Use Case 2: Issue resolved → notify the customer
Goal: Close the loop when an engineer resolves an issue that started from a customer report.
Workflow Setup:
- Trigger: Updated issue (filter: status = Done)
- Branch: Was this status change from a non-Done state?
- Action: Find the originating contact (cross-reference via a custom field or issue label)
- Action: Send resolution message with the fix summary from the issue’s resolution comment
Example: An engineer flips ENG-4523 to Done and adds a resolution comment describing the fix. Within 5 minutes, the customer who originally reported the bug gets an SMS: ‘We’ve fixed the crash you reported. Details: [resolution excerpt].’
Use Case 3: Duplicate detection and cross-issue linking
Goal: Reduce duplicate work by linking related issues on creation.
Workflow Setup:
- Trigger: New issue
- Action: Find issues (search by shared reference — support ticket ID, error signature, feature request ID)
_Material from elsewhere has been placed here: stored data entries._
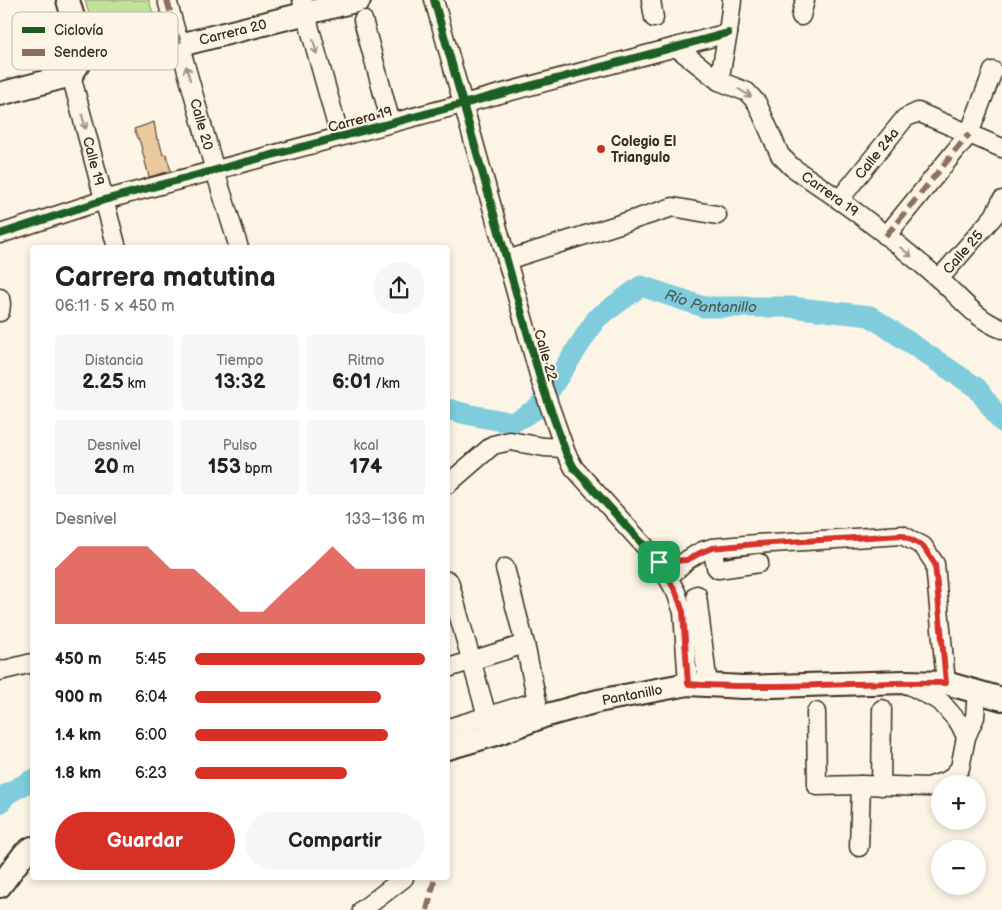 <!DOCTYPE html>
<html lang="es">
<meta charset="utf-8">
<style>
:root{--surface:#fff;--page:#f6f6f6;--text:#222;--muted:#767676;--accent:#d93025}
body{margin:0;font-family:"Balsamiq Sans",sans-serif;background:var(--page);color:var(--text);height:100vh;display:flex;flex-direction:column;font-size:19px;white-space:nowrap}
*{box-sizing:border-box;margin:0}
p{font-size:16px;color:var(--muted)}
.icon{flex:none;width:28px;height:28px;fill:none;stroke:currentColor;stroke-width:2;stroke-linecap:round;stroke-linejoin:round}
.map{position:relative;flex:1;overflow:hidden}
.panel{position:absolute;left:30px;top:245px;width:420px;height:635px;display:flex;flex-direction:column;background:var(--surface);border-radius:5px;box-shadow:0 2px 8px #0003}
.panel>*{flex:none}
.buttons{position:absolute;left:931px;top:775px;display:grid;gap:10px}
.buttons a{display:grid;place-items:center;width:55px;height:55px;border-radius:50%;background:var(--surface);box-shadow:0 2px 8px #0003;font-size:25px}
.pin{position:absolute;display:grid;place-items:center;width:42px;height:42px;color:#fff;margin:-21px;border-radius:10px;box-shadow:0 2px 8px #0006}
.round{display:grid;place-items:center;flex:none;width:52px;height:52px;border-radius:26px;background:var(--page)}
.overview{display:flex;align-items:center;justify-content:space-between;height:85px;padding:0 25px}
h1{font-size:28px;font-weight:800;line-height:38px}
.stats{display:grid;grid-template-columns:repeat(3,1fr);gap:8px;height:85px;padding:5px 25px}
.stats div{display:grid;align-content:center;border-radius:5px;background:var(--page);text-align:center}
.stats b{font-size:21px;font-weight:800}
.stats small{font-size:14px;font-weight:400}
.stats p{font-size:14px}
.chart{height:140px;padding:10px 25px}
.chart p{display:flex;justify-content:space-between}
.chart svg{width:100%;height:90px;margin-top:5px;fill:var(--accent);opacity:.7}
.cta{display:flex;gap:10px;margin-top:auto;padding:10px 25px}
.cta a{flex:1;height:58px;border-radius:30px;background:var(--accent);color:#fff;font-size:20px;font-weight:800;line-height:58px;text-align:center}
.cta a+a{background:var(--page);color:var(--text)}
ul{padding:0 25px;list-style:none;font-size:16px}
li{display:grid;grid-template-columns:80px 60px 1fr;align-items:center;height:38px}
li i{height:12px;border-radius:6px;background:var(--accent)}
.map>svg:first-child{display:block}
</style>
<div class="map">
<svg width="1002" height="910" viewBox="0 0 1002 910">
<rect width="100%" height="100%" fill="#fcf5e5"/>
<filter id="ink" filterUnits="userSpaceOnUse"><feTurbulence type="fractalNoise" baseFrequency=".02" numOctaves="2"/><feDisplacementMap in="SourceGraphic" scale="10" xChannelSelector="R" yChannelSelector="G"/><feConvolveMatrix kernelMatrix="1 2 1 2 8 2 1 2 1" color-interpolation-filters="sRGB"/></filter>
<g filter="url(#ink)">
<!-- green -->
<path fill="#c1e29b" stroke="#7e865c" d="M85,0H149L154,17L94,32Z"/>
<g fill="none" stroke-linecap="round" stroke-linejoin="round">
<!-- river -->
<g stroke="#7fccdd" stroke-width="21">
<path id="s1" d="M448,409C468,416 491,418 512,423L538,408L597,318L641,286L704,307H791L870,316L977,388L1002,422"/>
<path d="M0,803L7,794L32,780"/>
</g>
</g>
<!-- building -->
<path fill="#eac99c" stroke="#3b2a1e" d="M154,122L157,140H159L163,155L166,154L171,171L149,177L140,142L134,129Z"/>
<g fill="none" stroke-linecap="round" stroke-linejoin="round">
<!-- minor casing -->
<g stroke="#3b2a1e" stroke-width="21">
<g id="minor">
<path id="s2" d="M167,0L215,171L239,248"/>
<path d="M302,0L340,137"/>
<path d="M434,0L541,382L566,453L574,468L659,562L676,592L683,612L688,684"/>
<path d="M651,0L654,18"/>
<path d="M801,16L805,0"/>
<path d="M363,20L391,123"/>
<path id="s3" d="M676,47L719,81L747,92L757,103L780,155L792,167C843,201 893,239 939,279C959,296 976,320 1002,329"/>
<path id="s4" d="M71,75L117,248"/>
<path d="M719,81L728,33L732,0"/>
<path id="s5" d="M839,200L905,118L918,112L1002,148"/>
<path d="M0,234L104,200L728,33"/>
<path d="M886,236L969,134L993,71"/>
<path d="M507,260L673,207L717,215"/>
<path id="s6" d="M939,279L994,216L1002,200"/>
<path d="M0,298L1,304L0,312"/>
<path d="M448,484L493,445L510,441L544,447L564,448"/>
<path d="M712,548L716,567L718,569L759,563"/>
<path d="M668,578L687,560L702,551L712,548L756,544L902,535L923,546L935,564L946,683"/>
<path d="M449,581L490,727"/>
<path d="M697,595L708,686"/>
<path d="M448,668L525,644"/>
<path d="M0,671L32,663"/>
<path d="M816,712L817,786L861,785L928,787L949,780L960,768L966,737L960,724L941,702L904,682"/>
<path d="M448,728L537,701L525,644L505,568"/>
<path d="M966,737L975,717L977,691"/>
<path d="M881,786L882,709"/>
<path d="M859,847L861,785"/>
<path d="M362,910L404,878"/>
</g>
</g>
<!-- major casing -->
<g stroke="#3b2a1e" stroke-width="26">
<g id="major">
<path d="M68,0L84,56"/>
<path id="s7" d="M0,94L71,75L84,56L152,37L179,43H188L359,0"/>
<path id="s8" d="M448,748L493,735L544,716L598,701L688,684L743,687L904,682L946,683L1002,699"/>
<path d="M0,886L24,854L32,848"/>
</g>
</g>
<!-- minor -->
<use href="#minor" stroke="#fcf5e5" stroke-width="18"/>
<!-- major -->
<use href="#major" stroke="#fcf5e5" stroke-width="22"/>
<!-- quiet -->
<path stroke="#8d6e63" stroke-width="6" stroke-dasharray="12 6" stroke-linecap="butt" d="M167,0L179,43
M886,236L969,134
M427,910L435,878"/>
<!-- cycleway casing -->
<g stroke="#fcf5e5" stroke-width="11">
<path id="cycleway" d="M434,0L541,382L566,453L574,468L659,562L676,592L683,612L688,684
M0,234L104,200L728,33"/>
</g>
<!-- cycleway -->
<use href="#cycleway" stroke="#1b5e20" stroke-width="8"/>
</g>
<!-- one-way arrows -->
<defs><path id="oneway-shaft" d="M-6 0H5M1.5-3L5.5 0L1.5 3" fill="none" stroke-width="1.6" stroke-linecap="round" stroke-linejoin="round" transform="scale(1.25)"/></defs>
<g stroke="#9c9082">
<use href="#oneway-shaft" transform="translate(315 47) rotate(75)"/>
<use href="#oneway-shaft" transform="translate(188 73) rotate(-106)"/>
<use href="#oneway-shaft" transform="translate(745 93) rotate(31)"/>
<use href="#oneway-shaft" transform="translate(84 122) rotate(75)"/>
<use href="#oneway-shaft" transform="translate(906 252) rotate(39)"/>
</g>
</g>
<g fill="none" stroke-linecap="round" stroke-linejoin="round" filter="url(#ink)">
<!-- route casing -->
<g stroke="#fff" stroke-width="10">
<path id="route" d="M902,535L923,546L935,564L946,683C860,681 774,690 688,684L683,612L676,592L659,562L687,560L702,552L712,548L756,544Z"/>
</g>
<!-- route -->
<use href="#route" stroke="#d93025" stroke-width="6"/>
</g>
<!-- markers -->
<circle fill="#c8321e" stroke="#fcf5e5" stroke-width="2" cx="601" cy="149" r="5"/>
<g text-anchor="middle" stroke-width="4" stroke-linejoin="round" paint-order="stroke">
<!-- street labels -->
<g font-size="14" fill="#3b2a1e" stroke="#fcf5e5">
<text dy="5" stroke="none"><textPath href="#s7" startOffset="250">Carrera 20</textPath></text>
<text transform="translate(360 119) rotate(-15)" y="5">Carrera 19</text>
<text dy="5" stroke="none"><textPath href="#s2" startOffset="129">Calle 20</textPath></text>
<text dy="5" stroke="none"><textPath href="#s5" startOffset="60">Calle 24a</textPath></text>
<text dy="5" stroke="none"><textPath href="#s4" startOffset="89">Calle 19</textPath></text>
<text dy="5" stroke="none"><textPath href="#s3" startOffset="220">Carrera 19</textPath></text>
<text dy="5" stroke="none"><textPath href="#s6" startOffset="36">Calle 25</textPath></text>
<text transform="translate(546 355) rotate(74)" y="5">Calle 22</text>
<text dy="5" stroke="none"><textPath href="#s8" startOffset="192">Pantanillo</textPath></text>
</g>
<!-- poi labels -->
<g font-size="14" font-weight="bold" fill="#3b2a1e" stroke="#fcf5e5" text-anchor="start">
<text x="611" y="146">Colegio El<tspan x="611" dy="16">Triangulo</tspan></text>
</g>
<!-- water labels -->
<g font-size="15" font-style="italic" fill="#4f5b57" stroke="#fcf5e5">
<text dy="5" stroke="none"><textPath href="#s1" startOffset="330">Río Pantanillo</textPath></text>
</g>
</g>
<!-- legend -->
<rect x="12" y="12" width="166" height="58" rx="8" fill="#fcf5e5" stroke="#c2b8a9" stroke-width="1"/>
<rect x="22" y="27" width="23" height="6" fill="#1b5e20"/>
<rect x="22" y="49" width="23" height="7" fill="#8d6e63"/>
<g font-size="14" fill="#3b2a1e">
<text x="54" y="35">Ciclovía</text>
<text x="54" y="57">Sendero</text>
</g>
</svg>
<div class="buttons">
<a>+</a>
<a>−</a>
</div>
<div class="pin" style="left:659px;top:562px;background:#1e9e55"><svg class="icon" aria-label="arrive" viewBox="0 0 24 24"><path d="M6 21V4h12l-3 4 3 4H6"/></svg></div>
<section class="panel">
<div class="overview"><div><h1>Carrera matutina</h1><p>06:11 · 5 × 450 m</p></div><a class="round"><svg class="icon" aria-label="share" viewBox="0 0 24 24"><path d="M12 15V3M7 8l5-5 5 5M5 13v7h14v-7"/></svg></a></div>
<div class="stats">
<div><p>Distancia</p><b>2.25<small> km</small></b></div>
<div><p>Tiempo</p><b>13:32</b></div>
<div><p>Ritmo</p><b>6:01<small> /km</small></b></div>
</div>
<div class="stats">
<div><p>Desnivel</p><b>20<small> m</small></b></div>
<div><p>Pulso</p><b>153<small> bpm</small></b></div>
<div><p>kcal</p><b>174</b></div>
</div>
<div class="chart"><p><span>Desnivel</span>133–136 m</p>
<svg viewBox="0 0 160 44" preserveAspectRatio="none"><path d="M0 44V17L10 6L20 6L30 6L40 6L50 17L60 17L70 27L80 38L90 38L100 27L110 17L120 6L130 17L140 17L150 17L160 17V44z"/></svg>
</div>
<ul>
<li><b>450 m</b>5:45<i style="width:100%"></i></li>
<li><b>900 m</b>6:04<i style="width:81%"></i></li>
<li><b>1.4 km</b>6:00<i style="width:84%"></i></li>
<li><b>1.8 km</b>6:23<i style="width:66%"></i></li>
</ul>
<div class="cta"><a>Guardar</a><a>Compartir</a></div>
</section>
</div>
- Branch: If a matching issue exists → Link issue (‘duplicates’ or ‘relates to’)
Example: A new bug issue comes in from a customer report. The workflow searches for existing issues with the same error signature; if one exists, it links the new issue as ‘relates to’ so engineering can see the pattern rather than fixing the same bug twice.
Frequently Asked Questions
Q: What is a Cloud Site?
An Atlassian Cloud Site is a single Jira instance identified by a subdomain (e.g. istesting.atlassian.net, acme.atlassian.net). One Atlassian account can have access to many Cloud Sites. Every trigger and action in this integration exposes a Cloud Site selector — it’s required on Create issue and available as a filter on the triggers. Always set it explicitly if your account has access to more than one site.
Q: Do I need to connect Jira separately for every workflow?
No. Connect Jira once through OAuth, then select the connected account and appropriate Cloud Site when configuring Jira steps across workflows.
Q: Can one connected Atlassian account access more than one Jira Cloud Site?
Yes. When the connected Atlassian account has access to multiple Cloud Sites, use the Cloud Site selector to choose the environment for each Jira trigger or action.
Q: Is the Cloud Site required for every Jira step?
Jira triggers and actions include a Cloud Site selector. The Cloud Site is required for Create issue and acts as a filter for Jira triggers.
Q: Can different Jira steps in the same workflow use different Cloud Sites?
Each Jira trigger and action includes its own Cloud Site selector, allowing the step to target the appropriate site available through the connected Atlassian account.
Q: How do I associate a Jira-triggered workflow with a HighLevel contact?
Store a shared identifier in the Jira issue, such as a contact ID, email address, ticket ID, or request reference. Use that value in a Find Contact step before running contact-specific actions.
Q: Does Updated issue only run when the Jira status changes?
The trigger responds to an existing issue being updated. Use the available filters to narrow the workflow to the condition you need, such as Status = Done.
Q: Where can I troubleshoot a failed Jira action?
Open the workflow’s Execution Logs, locate the Jira action, and review its execution details. Confirm the connected account, Cloud Site, required fields, and Jira record references before testing again.